Poland’s state-owned gas company signed a 20-year deal to buy liquefied natural gas (LNG) from Qatar, a deal which will send a clear message to Moscow and the rest of Europe that it is not dependent on Russian energy alone.
The deal is landmark for both Poland and Europe due to the inaction of EU states to attain alternative natural gas flows outside of Russia, especially since Russia’s repeated regional shut-offs, including the most recent one over New Year’s due to contract disputes with Ukraine. This year the Nabucco project, a potential pipeline from Turkey (via the Balkans) to Europe made headlines but lacked funding; the only concrete resolutions to come from the European community include green energy projects and increased funding for wind turbines and hydro-electric technology.
Poland’s deal highlights the advantages of LNG technology. LNG gas takes up about 1/6oo the volume of natural gas, making it efficient to transport by ship to circumvent Russian pipeline delivery. Till this point Europe has been adverse to LNG technology due to the massive infrastructure start-up costs and time associated with building LNG terminals (where LNG is stored and regasified) versus the cost benefit of piped Russian gas.
The political significance of the deal, which pigtails our post (“Feeding The Ox 2”) on China’s announced $10 Billion minority stake in Kazakhstan’s state-owned oil company, is immense. Again, Russia stands to lose on the deal, both strategically and competitively. Yet Poland relies on Russia for some two-thirds of its gas (EU average 42%) and the projected deal would only supply the country with one-tenth of its annual consumption, and Poland won’t be buying gas from Qatar until 2014.

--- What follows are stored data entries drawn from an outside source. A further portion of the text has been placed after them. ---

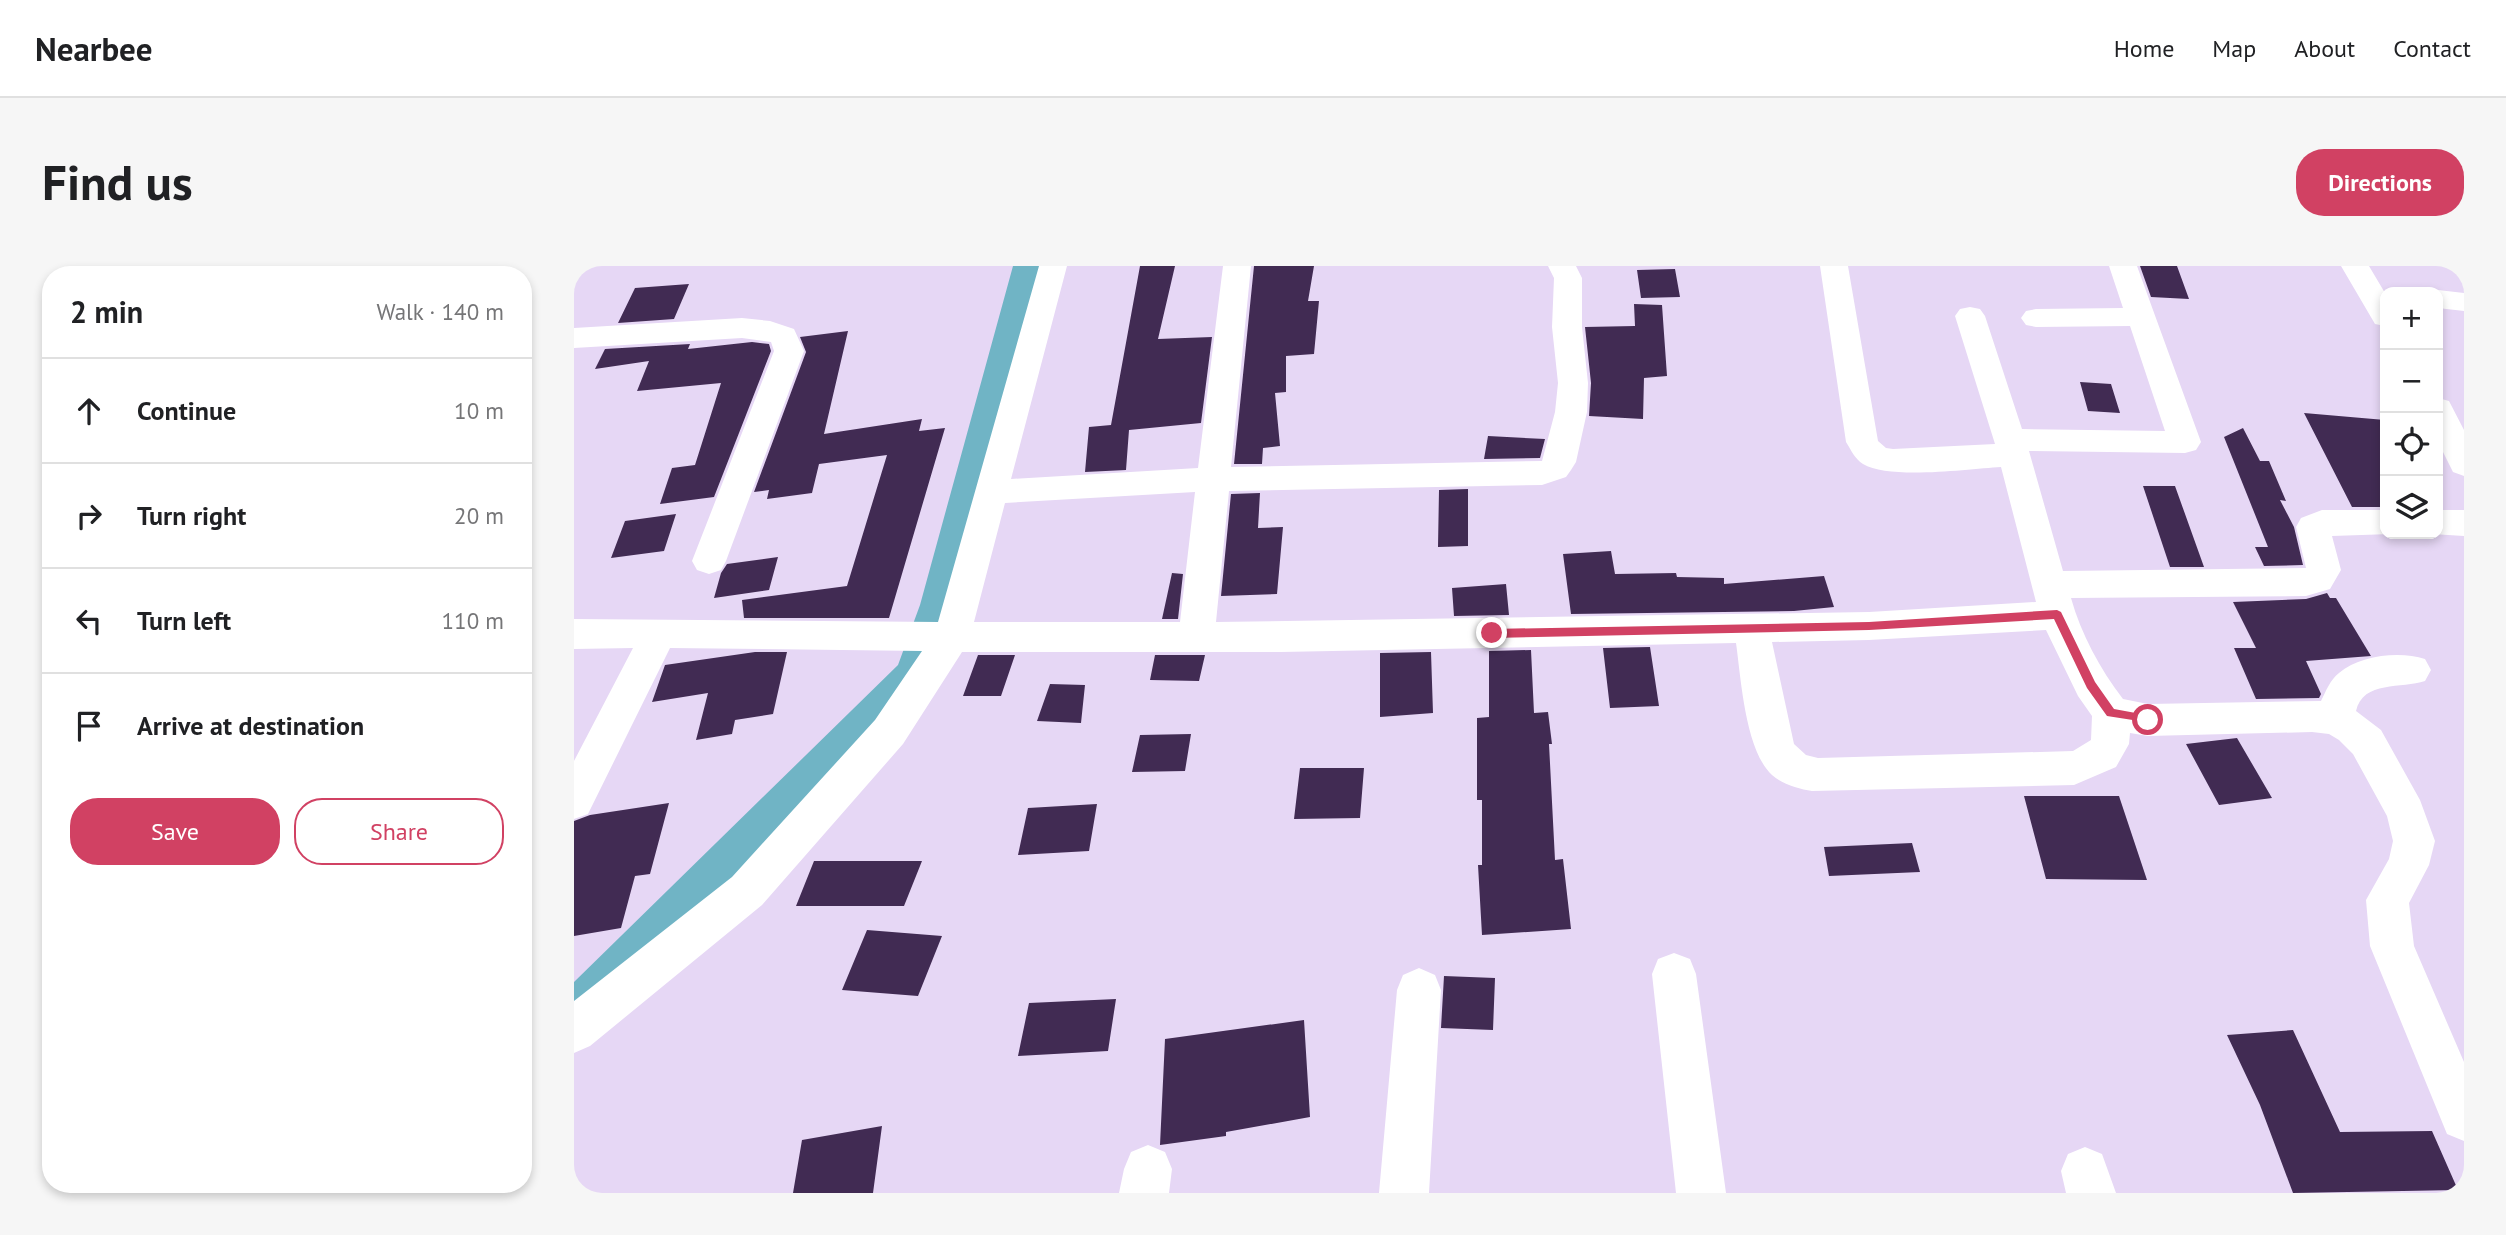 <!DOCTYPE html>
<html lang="en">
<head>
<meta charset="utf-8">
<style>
	:root { --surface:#fff; --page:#f6f6f6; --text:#202124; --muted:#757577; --line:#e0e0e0; --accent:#d14163 }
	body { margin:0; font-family:"PT Sans",sans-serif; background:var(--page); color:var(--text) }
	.controls { position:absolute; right:21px; top:21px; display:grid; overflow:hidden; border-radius:14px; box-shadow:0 4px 10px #0003 }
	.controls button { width:63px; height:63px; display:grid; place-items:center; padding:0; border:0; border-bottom:2px solid var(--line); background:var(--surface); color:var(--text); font:35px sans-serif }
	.stop { position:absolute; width:21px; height:21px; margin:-16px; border:5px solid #d14163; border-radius:50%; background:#fff }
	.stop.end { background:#d14163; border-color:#fff; box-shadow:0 2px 7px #0008 }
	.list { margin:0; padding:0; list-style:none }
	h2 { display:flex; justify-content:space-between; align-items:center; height:91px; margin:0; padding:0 28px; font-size:30px }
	h2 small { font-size:23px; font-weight:400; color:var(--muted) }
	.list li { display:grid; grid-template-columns:46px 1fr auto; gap:21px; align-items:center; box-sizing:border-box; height:105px; padding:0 28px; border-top:2px solid var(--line) }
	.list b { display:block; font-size:26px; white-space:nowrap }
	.list em { font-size:23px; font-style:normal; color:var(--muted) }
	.actions { display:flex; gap:14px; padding:21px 28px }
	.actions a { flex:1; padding:16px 0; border:2px solid var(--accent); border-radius:28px; text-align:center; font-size:24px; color:var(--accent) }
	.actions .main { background:var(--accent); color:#fff }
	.icon { flex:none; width:38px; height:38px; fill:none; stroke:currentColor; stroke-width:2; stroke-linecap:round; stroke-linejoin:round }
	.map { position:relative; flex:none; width:1890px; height:927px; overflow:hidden; border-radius:28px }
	header { display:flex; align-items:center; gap:42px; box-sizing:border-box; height:98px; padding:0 35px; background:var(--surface); border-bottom:2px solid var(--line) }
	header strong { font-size:33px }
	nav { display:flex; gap:38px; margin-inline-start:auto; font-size:24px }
	.intro { display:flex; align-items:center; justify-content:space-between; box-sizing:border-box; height:168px; padding:0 42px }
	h1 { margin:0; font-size:49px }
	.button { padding:18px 32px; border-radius:28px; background:var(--accent); color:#fff; font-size:24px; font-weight:700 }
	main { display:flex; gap:42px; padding:0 42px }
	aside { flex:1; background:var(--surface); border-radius:28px; box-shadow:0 4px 10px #0003 }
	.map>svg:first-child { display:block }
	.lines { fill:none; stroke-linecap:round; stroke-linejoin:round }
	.canal { fill:#70b4c5; fill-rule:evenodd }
	.building { fill:#412b53 }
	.minor { fill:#fff; fill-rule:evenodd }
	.route { fill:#d14163 }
</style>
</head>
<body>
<header>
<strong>Nearbee</strong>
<nav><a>Home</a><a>Map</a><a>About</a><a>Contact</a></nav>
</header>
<div class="intro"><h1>Find us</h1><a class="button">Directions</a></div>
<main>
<aside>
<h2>2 min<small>Walk · 140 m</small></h2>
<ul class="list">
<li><svg class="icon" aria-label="ahead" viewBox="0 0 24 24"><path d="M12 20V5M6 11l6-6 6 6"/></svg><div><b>Continue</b></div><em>10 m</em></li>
<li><svg class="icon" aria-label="right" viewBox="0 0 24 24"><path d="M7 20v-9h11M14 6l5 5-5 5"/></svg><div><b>Turn right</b></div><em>20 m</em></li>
<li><svg class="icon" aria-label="left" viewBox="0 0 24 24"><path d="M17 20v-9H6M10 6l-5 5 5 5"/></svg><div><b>Turn left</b></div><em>110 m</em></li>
<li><svg class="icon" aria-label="arrive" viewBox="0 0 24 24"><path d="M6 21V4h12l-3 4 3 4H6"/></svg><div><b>Arrive at destination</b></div></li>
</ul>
<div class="actions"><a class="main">Save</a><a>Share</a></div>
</aside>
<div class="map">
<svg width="1890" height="927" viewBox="0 0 1890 927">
	<rect width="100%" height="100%" fill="#e6d7f5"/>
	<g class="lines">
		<path class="canal" d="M439,0H467L382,339L352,419L16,763L0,769V716L324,399L346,339Z"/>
	</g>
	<path class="building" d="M566,0H601L584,73L638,71L627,157L555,164L552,204L511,206L515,161L537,159Z
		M680,0H740L734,35H745L740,88L712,90V126L701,127L706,180L689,182L688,198H660Z
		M1566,0H1603L1615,33L1577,31Z
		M1101,3L1106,31L1067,32L1063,4Z
		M115,18L100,53L44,57L61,22Z
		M1060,38L1088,39L1093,110L1070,112L1069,153L1015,150L1017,117L1011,61L1061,60Z
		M274,65L250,168L348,153L345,165L371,162L315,352H170L168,334L273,320L313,189L245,198L238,227L193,233L195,224L180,226L232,86L226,71Z
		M178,76L195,78L197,85L140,231L86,238L98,202L121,199L147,117L63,125L75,95L21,103L31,83L116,78L114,83Z
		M1506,116L1537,118L1546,147L1514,145Z
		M1730,147L1811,154V241H1778Z
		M1669,162L1686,195H1695L1712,235L1706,234L1720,261L1729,299L1690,300L1681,281H1694L1650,171Z
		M914,170L971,173L966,192L910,193Z
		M1569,220H1601L1630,301H1596Z
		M894,223V280L864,281L865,224Z
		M686,227L684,262L709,261L703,328L647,330L657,228Z
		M102,248L90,285L37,292L51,255Z
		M1037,285L1041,308L1102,307L1103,311L1150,312V318L1250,310L1260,341L1220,345L997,348L989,288Z
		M204,291L195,324L140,332L147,307L153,298Z
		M598,307L609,308L604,353H588Z
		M932,318L935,349L880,350L878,322Z
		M1753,327L1756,332H1762L1797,390L1732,395L1747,428L1745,432L1682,433L1660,382H1682L1659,336L1732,333Z
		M1076,381L1085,440L1036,442L1029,382Z
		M957,384L960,447L974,446L978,478H975L981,594L989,593L997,663L908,669L904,599H908V534H903V452L915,451V385Z
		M181,386H213L199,448L161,454L158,468L122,474L134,427L78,436L91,399Z
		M857,386L859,447L806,451V387Z
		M404,389H441L427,430H389Z
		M581,389H631L625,415L576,414Z
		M476,418L511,419L507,457L463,455Z
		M617,468L611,505L558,506L566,469Z
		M1663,472L1698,532L1645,539L1612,478Z
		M726,502H790L786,552L720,553Z
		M1450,530H1545L1573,614L1472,613Z
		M95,537L76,608L61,610L47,662L0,670V555L16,549Z
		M523,538L515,585L444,589L454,542Z
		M1338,577L1346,606L1255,610L1250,581Z
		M240,595H348L330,640H222Z
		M293,664L368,670L344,730L268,724Z
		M870,710L921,712L919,764L867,762Z
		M542,733L534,785L444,790L455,737Z
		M730,754L736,851L652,866V870L586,879L591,773Z
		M1719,764L1766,866L1858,865L1884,924L1719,927L1686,839L1653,769Z
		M308,860L299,927H219L228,874Z"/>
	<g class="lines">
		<path class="minor" d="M465,0H493L437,213L624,202L649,0H677L657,201L968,195L981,146L984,117L978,61L980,12L974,0H1002L1008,12V61L1014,117L1013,146L1002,196L997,204L992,211L968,219L655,225L642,356L1295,346L1462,336L1427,201C1394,203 1315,214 1289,198C1281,193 1277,184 1272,176L1246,0H1274L1304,175L1312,182L1319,183L1421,178L1381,50L1386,43L1396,41L1406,43L1411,50L1448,163L1591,165L1556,60L1462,61L1452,59L1447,52L1452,45L1462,43L1549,42L1535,0H1563L1627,176L1622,184L1611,187L1455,185L1489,305L1732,302L1722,261L1727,252L1748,244H1811V268H1817L1758,270L1767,304L1756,323L1732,330L1497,332C1507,368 1526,403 1549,433L1574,438L1747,435C1752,425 1756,414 1765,407C1786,389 1826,385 1851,393L1857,404L1851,415C1828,423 1789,414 1782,445L1807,464L1846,534L1861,575L1855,599L1835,637L1840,680L1890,796V875L1873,868L1796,680L1792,634L1815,593L1819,575L1813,550L1779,488L1765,474L1755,468L1738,466L1574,470L1556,467L1555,478L1542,501L1500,519L1238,525C1225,523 1208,518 1198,509C1171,484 1167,412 1162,377L707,386H388L329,478L188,639L16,780L0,787V735L158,611L301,454L348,385L96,382L14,548L0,553V495L59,382L0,383V353L364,356ZM621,226L606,356H400L431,237ZM1472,364L1504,430L1518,450L1517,474L1499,485L1244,492L1232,489L1220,478L1198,376L1295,374Z
			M1767,0H1795L1811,27V60L1801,58Z
			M1864,24L1890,27V45L1864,42V26H1855Z
			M168,52L196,55L220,63L230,85L152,295L147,304L135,308L123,304L118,295L200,85L197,76L168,72L0,82V62Z
			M1864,132L1875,135L1890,164V210L1879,206L1864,176Z
			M1864,244H1890V270L1858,268H1864Z
			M1100,687L1116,693L1122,708L1152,927H1102L1078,708L1084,693Z
			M845,702L861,709L867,724L855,927H805L823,724L829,709Z
			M574,879L591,886L598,903L595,927H545L550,903L557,886Z
			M1511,881L1528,888L1542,927H1492L1487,905L1494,888Z"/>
	</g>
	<path class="route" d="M1483,344L1487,346L1521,416L1540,443L1578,450V457L1533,450L1513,422L1480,353L1295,364L918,372L912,367L918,363L1295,356Z"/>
</svg>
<div class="controls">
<button>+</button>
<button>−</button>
<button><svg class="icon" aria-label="locate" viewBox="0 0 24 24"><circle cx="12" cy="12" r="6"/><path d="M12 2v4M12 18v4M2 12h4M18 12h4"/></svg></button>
<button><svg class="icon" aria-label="layers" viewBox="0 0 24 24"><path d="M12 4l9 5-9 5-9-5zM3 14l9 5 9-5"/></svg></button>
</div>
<div class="stop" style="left:1574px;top:454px"></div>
<div class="stop end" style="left:918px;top:367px"></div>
</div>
</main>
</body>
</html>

For Poland, arguable the one Eastern European country to make the largest capitalistic strides while cementing its western (EU) orientation since the Fall of the Berlin Wall, has a long history of antagonism and distrust for Russia—this is nothing new. This Qatari deal, along with Poland’s announcement to build an LNG terminal more than three years ago and pipeline project to Norway, does not mean that Poland is energy independent from Russia. It is however a bold political move, one Putin & Co. will interpret as a slap in the face, and may be the catalyst for European nations to limit their dependence on Russia energy and make alternative gas solutions a reality.